A hefty dose of unhelpful hyperbole there, but as a science fiction writer I understand the depth of feeling about this issue. There is still a view among most people that if you like science fiction, you are a Trekkie and your love of science fiction doesn’t go beyond that. Science Fiction need not contain a single space ship.
1984 is arguably the most identifiable and has provided so many ideas and words into the vernacular. How often does the media use words like “Orwellian”, “double-think”, “thoughtcrime”, “Big Brother”, “Room 101″, “Thought Police”. If you read The Daily Mail or the Telegraph, probably every day. Yet for all its futuristic themes it is a novel that explores totalitarian government. Similarly, “Brave New World” is a social criticism of mass production and the worship of commerce. Both of these widely acclaimed novels are science fiction and neither has a single space ship or metal suit! We need look no further than John Wyndham for social commentary. I have touched on this issue before so in the interests of not re-treading old ground, I won’t give any more examples.

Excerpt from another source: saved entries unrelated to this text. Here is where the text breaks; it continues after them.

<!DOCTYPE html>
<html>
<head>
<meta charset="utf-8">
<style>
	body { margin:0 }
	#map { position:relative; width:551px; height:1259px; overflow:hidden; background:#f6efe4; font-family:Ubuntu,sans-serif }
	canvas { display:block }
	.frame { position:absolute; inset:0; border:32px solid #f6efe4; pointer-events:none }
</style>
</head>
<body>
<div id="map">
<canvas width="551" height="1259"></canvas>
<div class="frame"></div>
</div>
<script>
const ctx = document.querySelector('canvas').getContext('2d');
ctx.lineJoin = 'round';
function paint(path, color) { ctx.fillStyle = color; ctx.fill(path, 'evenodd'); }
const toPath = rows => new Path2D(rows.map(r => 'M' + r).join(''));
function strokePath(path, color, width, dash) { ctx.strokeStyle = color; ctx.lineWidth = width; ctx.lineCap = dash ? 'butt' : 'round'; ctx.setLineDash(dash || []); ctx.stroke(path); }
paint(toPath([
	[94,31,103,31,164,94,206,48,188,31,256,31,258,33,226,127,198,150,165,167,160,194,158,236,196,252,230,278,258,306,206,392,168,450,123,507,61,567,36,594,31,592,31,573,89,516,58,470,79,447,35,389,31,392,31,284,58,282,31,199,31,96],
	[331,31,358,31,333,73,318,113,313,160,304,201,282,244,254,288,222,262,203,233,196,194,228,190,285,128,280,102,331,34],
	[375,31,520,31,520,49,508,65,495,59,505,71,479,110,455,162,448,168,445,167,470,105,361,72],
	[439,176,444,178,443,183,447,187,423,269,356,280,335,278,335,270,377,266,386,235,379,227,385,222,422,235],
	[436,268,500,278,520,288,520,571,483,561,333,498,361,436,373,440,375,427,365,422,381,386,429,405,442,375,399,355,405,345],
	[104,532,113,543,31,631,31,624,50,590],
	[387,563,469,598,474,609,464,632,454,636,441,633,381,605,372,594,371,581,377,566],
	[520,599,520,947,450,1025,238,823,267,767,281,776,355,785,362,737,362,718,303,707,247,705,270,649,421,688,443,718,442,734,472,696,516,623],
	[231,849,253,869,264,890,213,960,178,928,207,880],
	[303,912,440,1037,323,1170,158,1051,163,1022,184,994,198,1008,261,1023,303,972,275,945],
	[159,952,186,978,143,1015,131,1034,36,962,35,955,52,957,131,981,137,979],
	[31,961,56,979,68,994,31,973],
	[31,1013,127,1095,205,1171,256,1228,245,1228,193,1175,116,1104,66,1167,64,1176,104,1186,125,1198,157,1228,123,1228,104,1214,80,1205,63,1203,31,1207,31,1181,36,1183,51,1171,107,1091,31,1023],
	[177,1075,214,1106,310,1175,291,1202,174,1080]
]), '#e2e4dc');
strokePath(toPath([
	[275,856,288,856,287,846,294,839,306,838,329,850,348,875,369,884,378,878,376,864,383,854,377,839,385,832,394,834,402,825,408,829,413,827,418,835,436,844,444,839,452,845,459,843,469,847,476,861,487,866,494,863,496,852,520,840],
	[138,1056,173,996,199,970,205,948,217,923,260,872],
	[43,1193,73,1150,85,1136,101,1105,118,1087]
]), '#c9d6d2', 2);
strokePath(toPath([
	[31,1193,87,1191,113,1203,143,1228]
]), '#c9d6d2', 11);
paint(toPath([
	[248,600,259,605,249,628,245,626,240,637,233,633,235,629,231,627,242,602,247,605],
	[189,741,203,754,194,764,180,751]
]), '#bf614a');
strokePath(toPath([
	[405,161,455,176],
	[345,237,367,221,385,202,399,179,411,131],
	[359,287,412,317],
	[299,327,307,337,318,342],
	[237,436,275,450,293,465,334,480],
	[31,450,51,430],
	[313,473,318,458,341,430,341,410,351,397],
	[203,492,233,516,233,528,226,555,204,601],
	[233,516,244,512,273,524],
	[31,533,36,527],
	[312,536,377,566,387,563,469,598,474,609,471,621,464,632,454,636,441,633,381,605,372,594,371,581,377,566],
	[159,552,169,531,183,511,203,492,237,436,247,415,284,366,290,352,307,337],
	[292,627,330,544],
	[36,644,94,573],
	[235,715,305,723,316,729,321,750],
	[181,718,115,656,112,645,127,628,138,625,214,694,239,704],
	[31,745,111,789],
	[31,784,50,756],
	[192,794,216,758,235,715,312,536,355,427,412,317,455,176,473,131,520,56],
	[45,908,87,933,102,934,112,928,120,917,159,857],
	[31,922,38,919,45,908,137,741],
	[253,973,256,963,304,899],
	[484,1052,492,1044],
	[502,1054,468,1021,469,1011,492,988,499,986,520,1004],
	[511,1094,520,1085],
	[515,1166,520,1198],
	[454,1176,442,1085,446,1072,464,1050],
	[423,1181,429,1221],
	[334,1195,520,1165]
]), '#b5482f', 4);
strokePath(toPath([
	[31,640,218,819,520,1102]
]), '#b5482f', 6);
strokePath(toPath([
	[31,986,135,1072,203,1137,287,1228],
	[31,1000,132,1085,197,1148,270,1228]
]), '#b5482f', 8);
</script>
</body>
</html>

We must also make note of those science fiction writers who are or were scientists and highly qualified in their respective fields. Carl Sagan, author of “Contact” was an astrophysicist. So too is Alastair Reynolds. Arthur C. Clarke was a physicist who invented the communications satellite. Isaac Asimov was a biochemist. Stephen Baxter has degrees in Mathematics and Engineering.

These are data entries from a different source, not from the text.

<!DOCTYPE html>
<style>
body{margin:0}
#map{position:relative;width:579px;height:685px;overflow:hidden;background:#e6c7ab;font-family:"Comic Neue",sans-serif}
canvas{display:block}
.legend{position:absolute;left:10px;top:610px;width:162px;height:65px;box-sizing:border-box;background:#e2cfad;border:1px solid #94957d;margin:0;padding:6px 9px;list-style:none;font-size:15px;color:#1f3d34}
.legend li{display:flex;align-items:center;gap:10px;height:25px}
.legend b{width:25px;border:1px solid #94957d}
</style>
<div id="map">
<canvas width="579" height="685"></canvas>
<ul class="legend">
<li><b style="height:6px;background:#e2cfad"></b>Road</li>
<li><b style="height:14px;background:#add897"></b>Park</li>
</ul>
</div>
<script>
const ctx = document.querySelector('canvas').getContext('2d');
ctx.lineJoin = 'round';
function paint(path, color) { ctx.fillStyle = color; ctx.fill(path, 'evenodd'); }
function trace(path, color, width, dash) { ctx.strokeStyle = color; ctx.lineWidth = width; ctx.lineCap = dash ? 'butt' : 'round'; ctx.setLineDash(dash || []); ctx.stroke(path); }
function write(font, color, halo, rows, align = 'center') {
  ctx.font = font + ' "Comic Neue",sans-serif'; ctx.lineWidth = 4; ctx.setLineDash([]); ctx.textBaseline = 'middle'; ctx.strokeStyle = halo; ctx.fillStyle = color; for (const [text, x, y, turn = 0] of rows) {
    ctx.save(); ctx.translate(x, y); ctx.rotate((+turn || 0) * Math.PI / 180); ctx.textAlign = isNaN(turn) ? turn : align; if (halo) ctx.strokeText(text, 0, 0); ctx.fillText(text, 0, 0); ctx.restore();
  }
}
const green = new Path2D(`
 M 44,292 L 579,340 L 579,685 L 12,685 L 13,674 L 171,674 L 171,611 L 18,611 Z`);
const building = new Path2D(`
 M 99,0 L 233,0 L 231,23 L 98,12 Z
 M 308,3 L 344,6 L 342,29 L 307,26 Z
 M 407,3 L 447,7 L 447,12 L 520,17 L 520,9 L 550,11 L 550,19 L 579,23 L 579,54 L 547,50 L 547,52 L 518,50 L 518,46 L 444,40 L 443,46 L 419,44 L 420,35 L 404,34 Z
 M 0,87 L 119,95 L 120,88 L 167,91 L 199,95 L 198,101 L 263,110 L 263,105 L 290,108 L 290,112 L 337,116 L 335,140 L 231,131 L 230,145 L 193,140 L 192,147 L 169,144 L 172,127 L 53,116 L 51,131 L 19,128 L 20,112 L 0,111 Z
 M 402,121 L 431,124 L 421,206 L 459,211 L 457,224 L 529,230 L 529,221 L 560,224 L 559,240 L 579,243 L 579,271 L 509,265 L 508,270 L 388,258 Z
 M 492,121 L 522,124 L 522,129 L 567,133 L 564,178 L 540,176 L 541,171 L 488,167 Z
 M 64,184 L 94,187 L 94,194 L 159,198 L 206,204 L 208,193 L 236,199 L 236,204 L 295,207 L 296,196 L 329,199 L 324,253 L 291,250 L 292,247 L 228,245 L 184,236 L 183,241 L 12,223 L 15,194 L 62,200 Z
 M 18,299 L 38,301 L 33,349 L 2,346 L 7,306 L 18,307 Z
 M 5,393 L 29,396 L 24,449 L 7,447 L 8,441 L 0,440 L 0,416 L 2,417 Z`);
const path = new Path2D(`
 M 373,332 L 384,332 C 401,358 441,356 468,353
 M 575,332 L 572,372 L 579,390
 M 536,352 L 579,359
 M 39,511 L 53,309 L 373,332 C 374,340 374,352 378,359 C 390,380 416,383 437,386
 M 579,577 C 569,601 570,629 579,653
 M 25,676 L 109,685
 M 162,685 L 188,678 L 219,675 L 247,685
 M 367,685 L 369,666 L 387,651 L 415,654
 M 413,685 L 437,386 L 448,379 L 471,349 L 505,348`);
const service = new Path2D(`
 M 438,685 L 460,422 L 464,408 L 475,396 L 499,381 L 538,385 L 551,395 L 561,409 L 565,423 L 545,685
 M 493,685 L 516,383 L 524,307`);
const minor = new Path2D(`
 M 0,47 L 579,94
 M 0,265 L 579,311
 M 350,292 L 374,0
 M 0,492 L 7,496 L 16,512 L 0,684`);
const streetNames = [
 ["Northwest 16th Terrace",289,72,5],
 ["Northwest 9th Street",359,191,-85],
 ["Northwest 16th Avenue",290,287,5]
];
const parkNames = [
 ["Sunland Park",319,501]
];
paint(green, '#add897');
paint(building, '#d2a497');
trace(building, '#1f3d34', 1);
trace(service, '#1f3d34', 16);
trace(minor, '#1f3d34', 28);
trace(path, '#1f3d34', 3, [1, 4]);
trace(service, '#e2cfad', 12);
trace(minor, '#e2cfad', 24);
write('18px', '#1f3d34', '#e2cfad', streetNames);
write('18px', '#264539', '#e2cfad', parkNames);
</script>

Finally, I wish to comment on the absurd notion raised at the beginning that science fiction is never about character. True, hard science fiction is usually about the exploration of concepts of technology and future sciences; soft science fiction (though I prefer the term social science fiction) discusses social themes; space opera largely concerns exploring galaxies and the variety of civilisations and beliefs. But to say that science fiction lacks characters or characterisation is an amusingly bizarre accusation to make, even if you don’t actually say it. And the person who made the accusation produced a TV series full of bad characters that barely qualified as wooden. But anyway, cheap shot aside… such an accusation may be true if you only took Star Trek as your yard stick, particularly The Next Generation (which I feel was terrified of characterisation). Characters rarely, if ever seemed to change. Ridiculously, Commander Ryker is temporarily promoted to Captain after the Borg destroys a significant proportion of the fleet. In the next episode he is demoted back to Commander! Clearly Starfleet had a ready supply of Captains infinitely more qualified than Ryker who were temporarily unavailable. Now compare that to the most engaging characters in Babylon 5. Watch Londo Mollari go from buffoon with delusions of being in high government (amongst whom he is a joke) to mass murderer, war criminal and then liberator and finally Emperor of a civilisation heading for collapse. See also G’Kar go from bad-tempered, uncouth, bully with a small-dog complex to freedom fighter then spiritual leader determined to elevate his people through enlightenment and co-operation. These profound changes are believable because of how characters were carefully crafted early on. No characterisation I ask you?
Kim Stanley Robinson is a master of creating strong characters who develop around or alongside the plot and the ideas he wishes to explore. I’ve said it before, but his Three Colours Mars novels are an exercise in building a new world in every conceivable way. Once we get half way through “Green Mars”, we move away from the science and associated problems of colonisation and onto how society should be formed, politics, philosophy, religion and social values and the big question of the colony’s relationship with Earth. If any modern science fiction writer will be considered part of the literary classics in future, you would do well to bet on Kim Stanley Robinson and I guess by then the idea of how Mars was colonised or the discovery of an icy Stonehenge on Pluto will miraculously find itself excluded from the list of science fiction and included in the genre “literature”. I ask… why need they be mutually exclusive?